- **WHAT THE TASK REQUIRES**
Could you return every record below exactly as it stands, leaving out the pictures?

(Items from a data source)
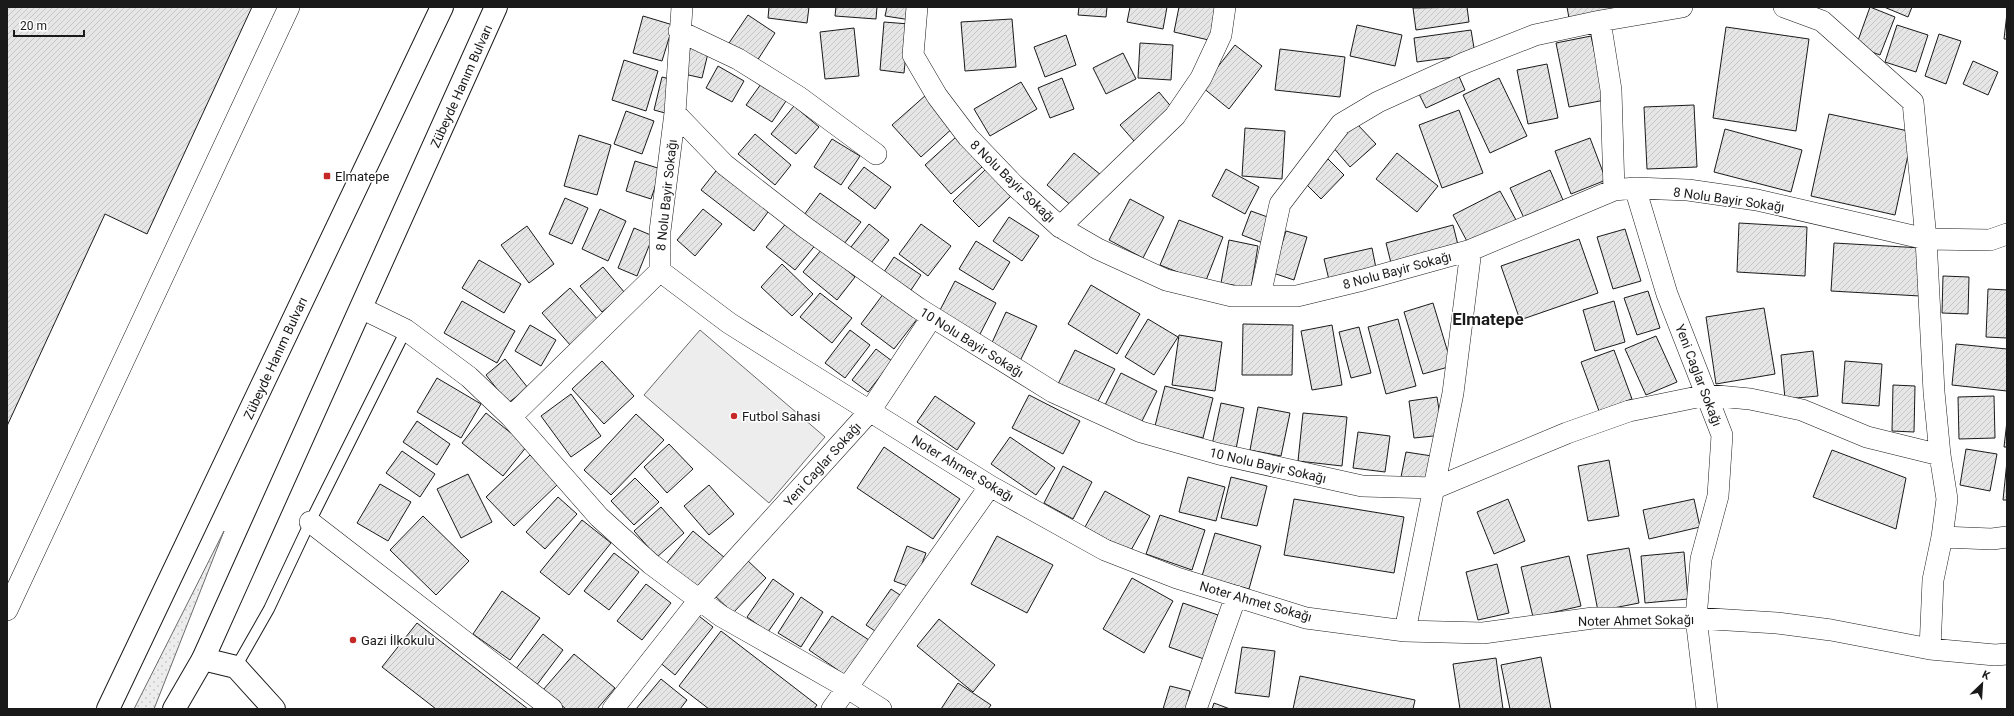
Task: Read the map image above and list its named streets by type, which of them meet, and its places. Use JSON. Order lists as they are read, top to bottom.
{
  "streets": {
    "main road": ["Zübeyde Hanım Bulvarı"],
    "street": [
      "8 Nolu Bayir Sokağı",
      "10 Nolu Bayir Sokağı",
      "Yeni Caglar Sokağı",
      "Noter Ahmet Sokağı"
    ]
  },
  "crossings": [
    ["8 Nolu Bayir Sokağı", "10 Nolu Bayir Sokağı"],
    ["8 Nolu Bayir Sokağı", "Yeni Caglar Sokağı"],
    ["8 Nolu Bayir Sokağı", "Noter Ahmet Sokağı"],
    ["10 Nolu Bayir Sokağı", "Yeni Caglar Sokağı"],
    ["Yeni Caglar Sokağı", "Noter Ahmet Sokağı"]
  ],
  "districts": ["Elmatepe"],
  "places": {
    "transit": ["Elmatepe"],
    "other": ["Futbol Sahasi", "Gazi İlkokulu"]
  },
  "scale_bar": "20 m",
  "north": "top right"
}
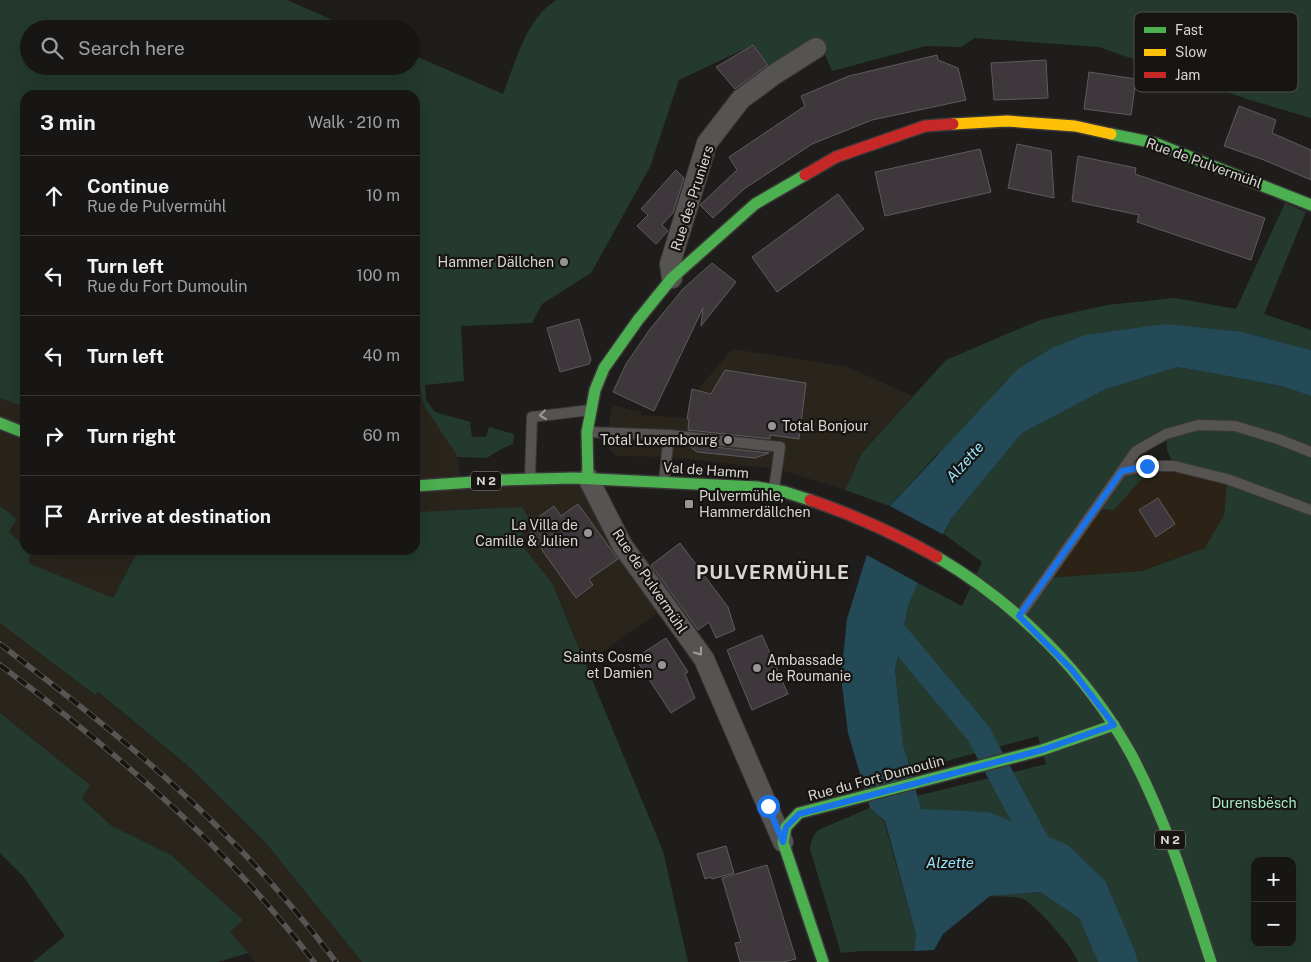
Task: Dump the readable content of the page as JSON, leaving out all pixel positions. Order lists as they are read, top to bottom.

- **COMPLETED EXERCISE**
Task: Read the map image above and list its named streets by type, which of them meet, and its places. Use JSON. Order lists as they are read, top to bottom.
{
  "streets": {
    "main road": ["Zübeyde Hanım Bulvarı"],
    "street": [
      "8 Nolu Bayir Sokağı",
      "10 Nolu Bayir Sokağı",
      "Yeni Caglar Sokağı",
      "Noter Ahmet Sokağı"
    ]
  },
  "crossings": [
    ["8 Nolu Bayir Sokağı", "10 Nolu Bayir Sokağı"],
    ["8 Nolu Bayir Sokağı", "Yeni Caglar Sokağı"],
    ["8 Nolu Bayir Sokağı", "Noter Ahmet Sokağı"],
    ["10 Nolu Bayir Sokağı", "Yeni Caglar Sokağı"],
    ["Yeni Caglar Sokağı", "Noter Ahmet Sokağı"]
  ],
  "districts": ["Elmatepe"],
  "places": {
    "transit": ["Elmatepe"],
    "other": ["Futbol Sahasi", "Gazi İlkokulu"]
  },
  "scale_bar": "20 m",
  "north": "top right"
}
Task: Dump the readable content of the page as JSON, leaving out all pixel positions. Order lists as they are read, top to bottom.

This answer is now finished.